We are aware of certain limitations to our study. First, the final etiological diagnosis was based not only on the results of microbiology methods, but also on the clinical decision supported by the findings of focal infection, elevated CRP serum levels (in the case of pyelonephritis), the clinical course, and the effects of empirical antibiotic therapy. Although this study design respects common clinical practices, it might lead to a bias. Thus, the clinical diagnosis was finally reviewed by an expert (i.e., an infectious disease consultant) who was not involved in the patients’ care. Second, we could not reliably compare CRP with the other biomarkers because this parameter was used for the diagnosis of pyelonephritis.
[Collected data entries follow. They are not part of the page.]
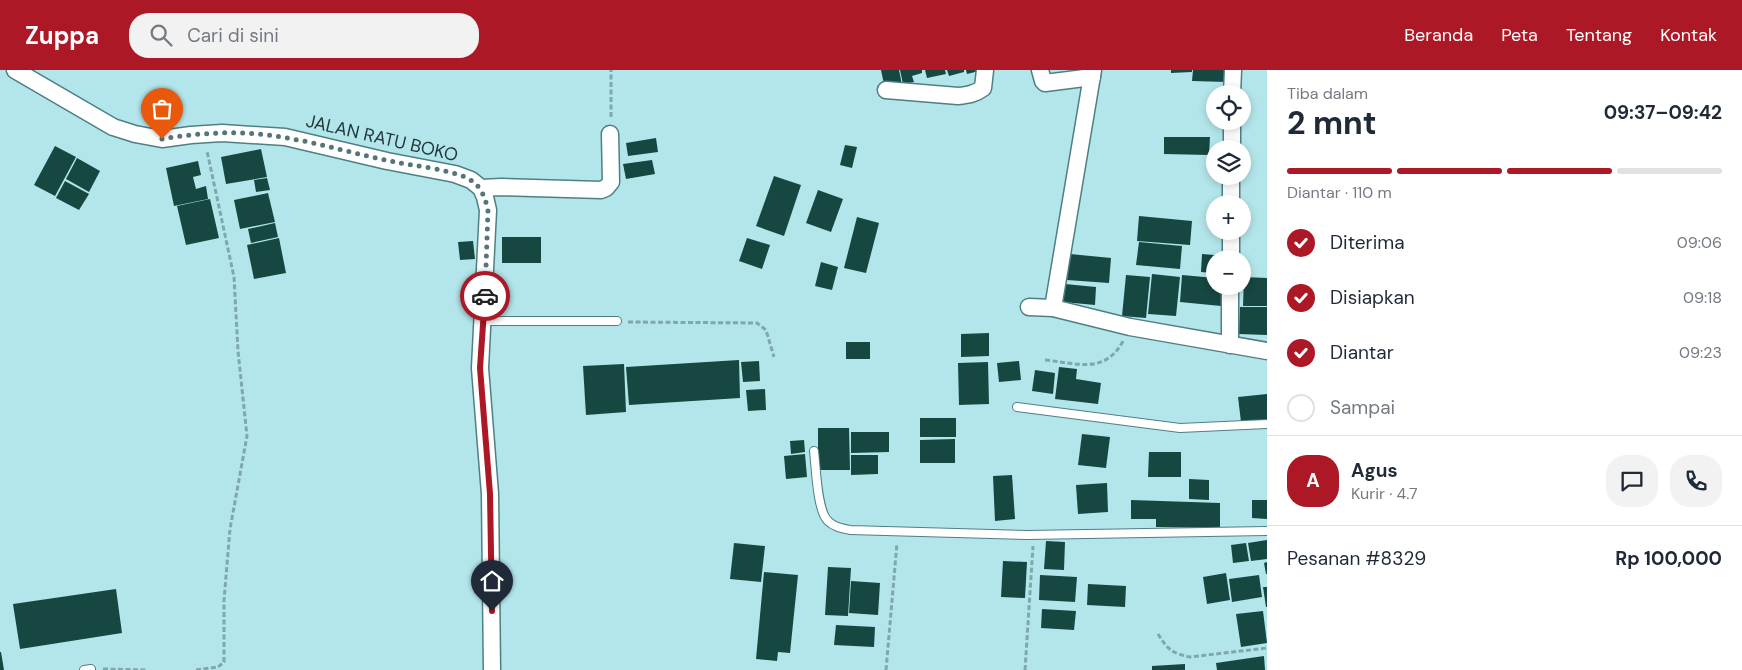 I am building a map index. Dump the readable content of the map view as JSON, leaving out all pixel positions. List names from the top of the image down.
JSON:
{
  "streets": {
    "street": ["JALAN RATU BOKO"]
  },
  "page": {
    "header": "Zuppa",
    "search": "Cari di sini",
    "nav": [
      "Beranda",
      "Peta",
      "Tentang",
      "Kontak"
    ],
    "heading": ["2 mnt", "Tiba dalam", "09:37–09:42"],
    "panel": [
      "Agus",
      "Kurir · 4.7",
      "Pesanan #8329",
      "Rp 100,000"
    ],
    "map_buttons": ["+", "−"],
    "bar": "Diantar · 110 m",
    "list": [
      ["Diterima", "09:06"],
      ["Disiapkan", "09:18"],
      ["Diantar", "09:23"],
      "Sampai"
    ],
    "round": "A"
  }
} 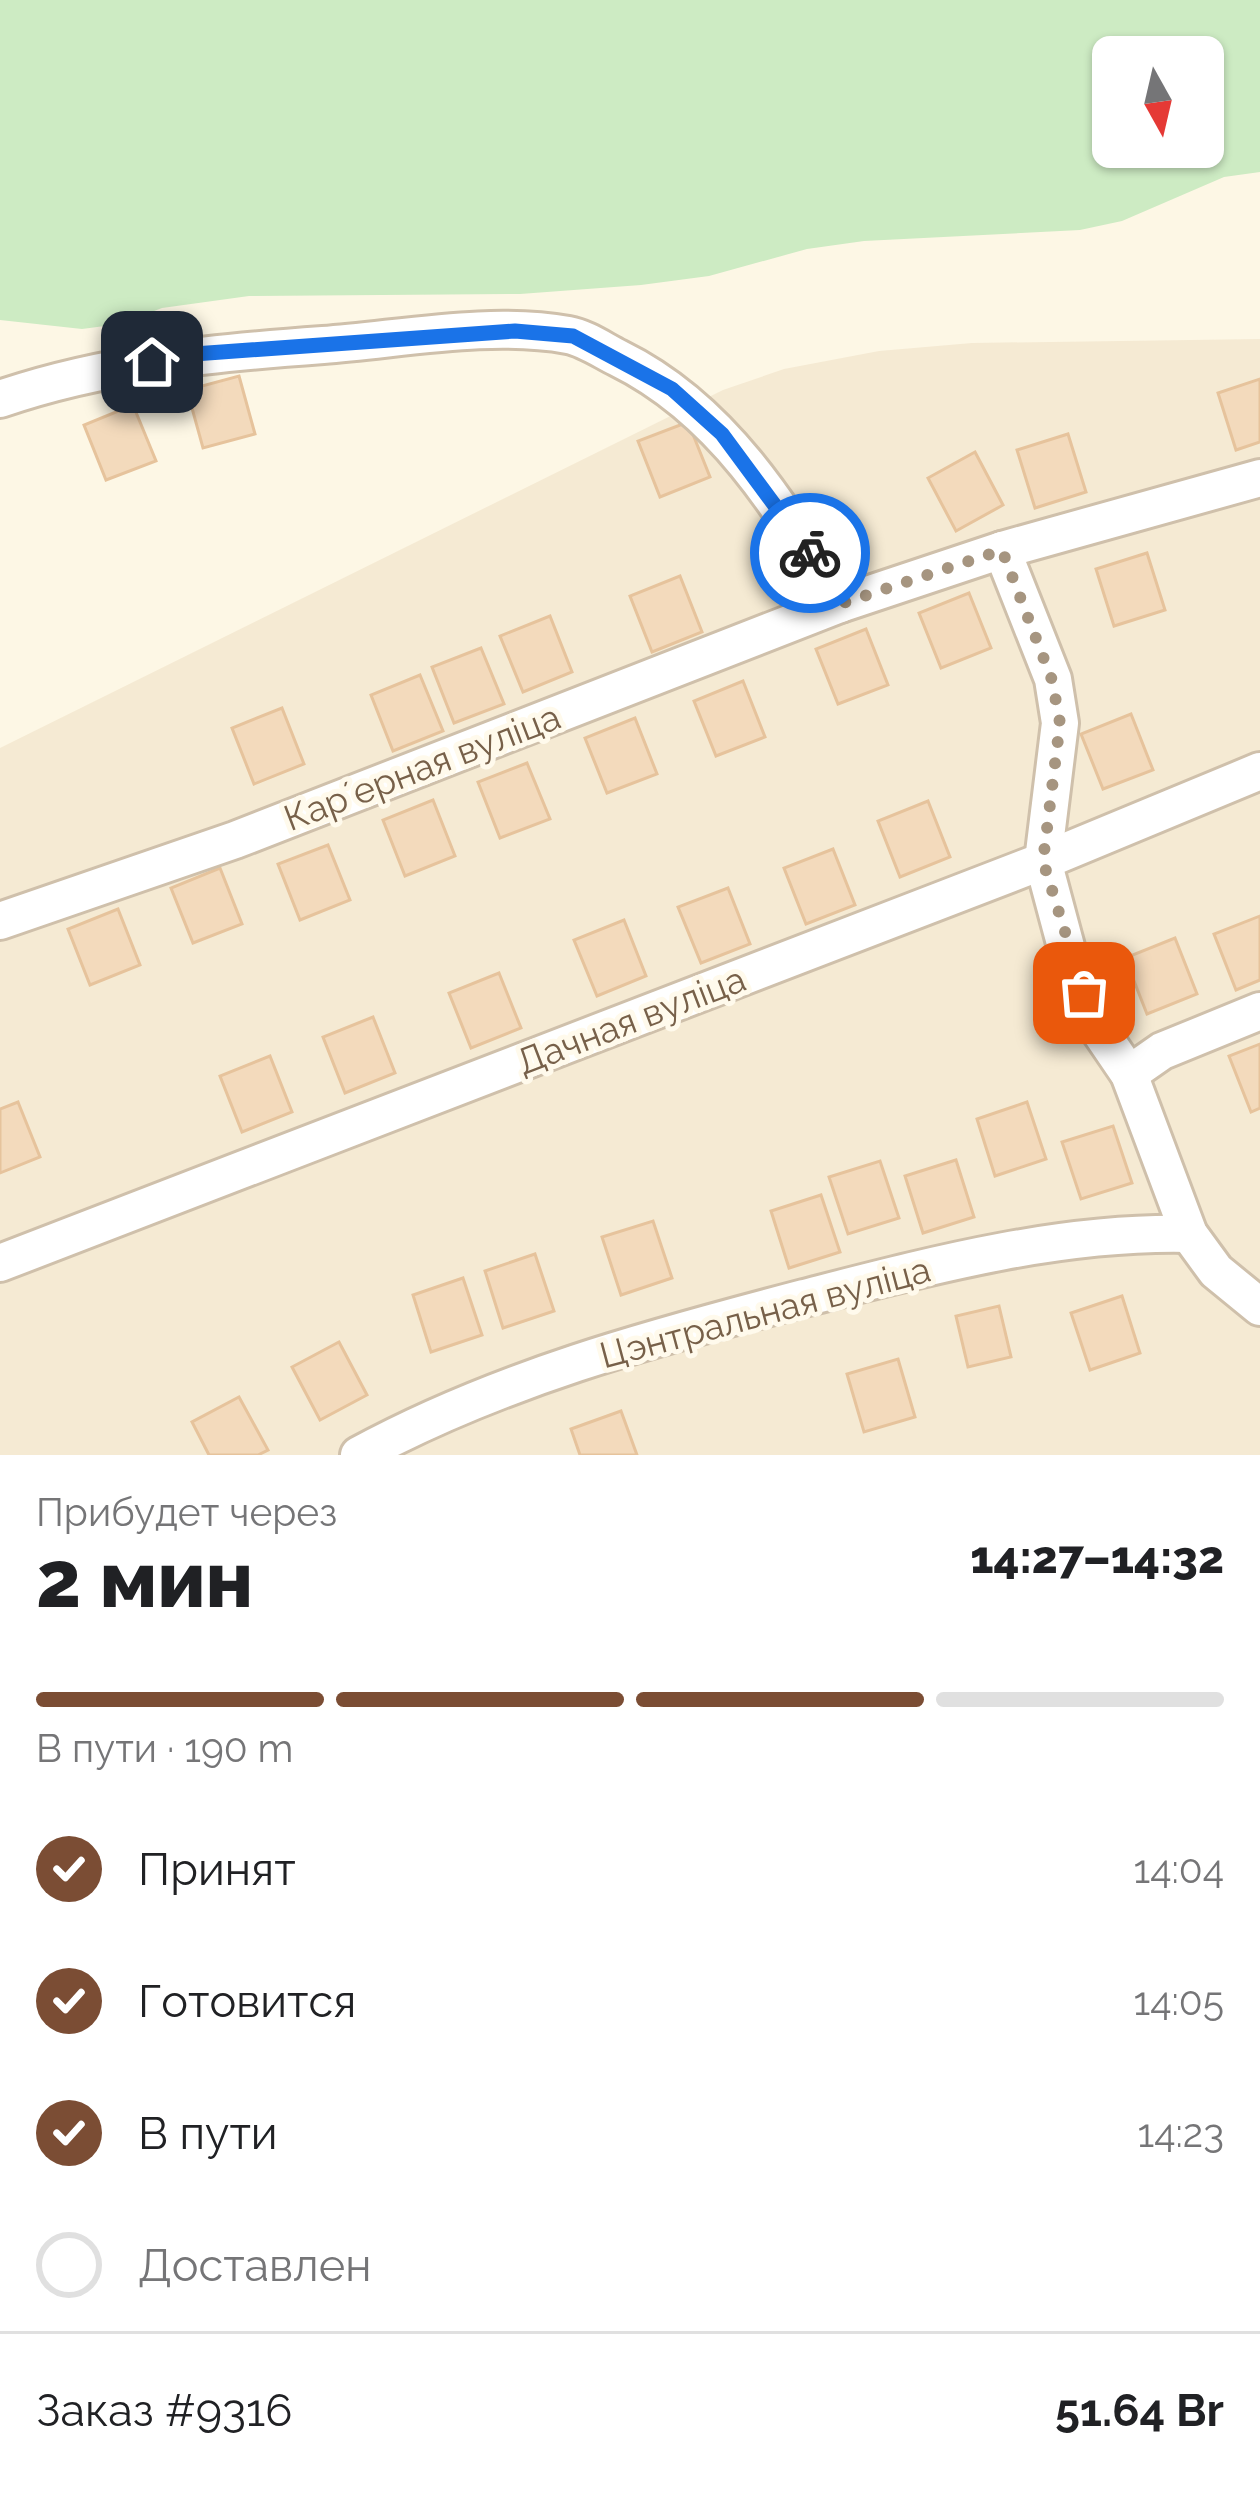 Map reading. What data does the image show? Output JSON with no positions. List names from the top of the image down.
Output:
{
  "streets": {
    "street": ["Карʼерная вуліца", "Дачная вуліца", "Цэнтральная вуліца"]
  },
  "north": "bottom",
  "page": {
    "heading": ["2 мин", "Прибудет через", "14:27–14:32"],
    "panel": ["Заказ #9316", "51.64 Br"],
    "bar": "В пути · 190 m",
    "list": [
      ["Принят", "14:04"],
      ["Готовится", "14:05"],
      ["В пути", "14:23"],
      "Доставлен"
    ]
  }
}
Third, because we had to use quite stringent enrollment criteria in order to eliminate factors that could influence selected biomarkers and because the cohorts of patients were relatively small, the results have limited applicability. Therefore, further clinical studies with larger cohorts of patients should be performed to confirm the reported findings.

Conclusion

Our results strongly support the use of the procalcitonin (PCT) serum level as a routine biomarker of bacterial infection. Furthermore, some of the novel potential biomarkers (i.e., heparin-binding protein [HBP], interleukin-6 [IL-6], cortisol [Cort], interferon [IFN]-γ, and IL-8) demonstrated interesting differences based on the etiology and localization of infection, suggesting potential for their future clinical use.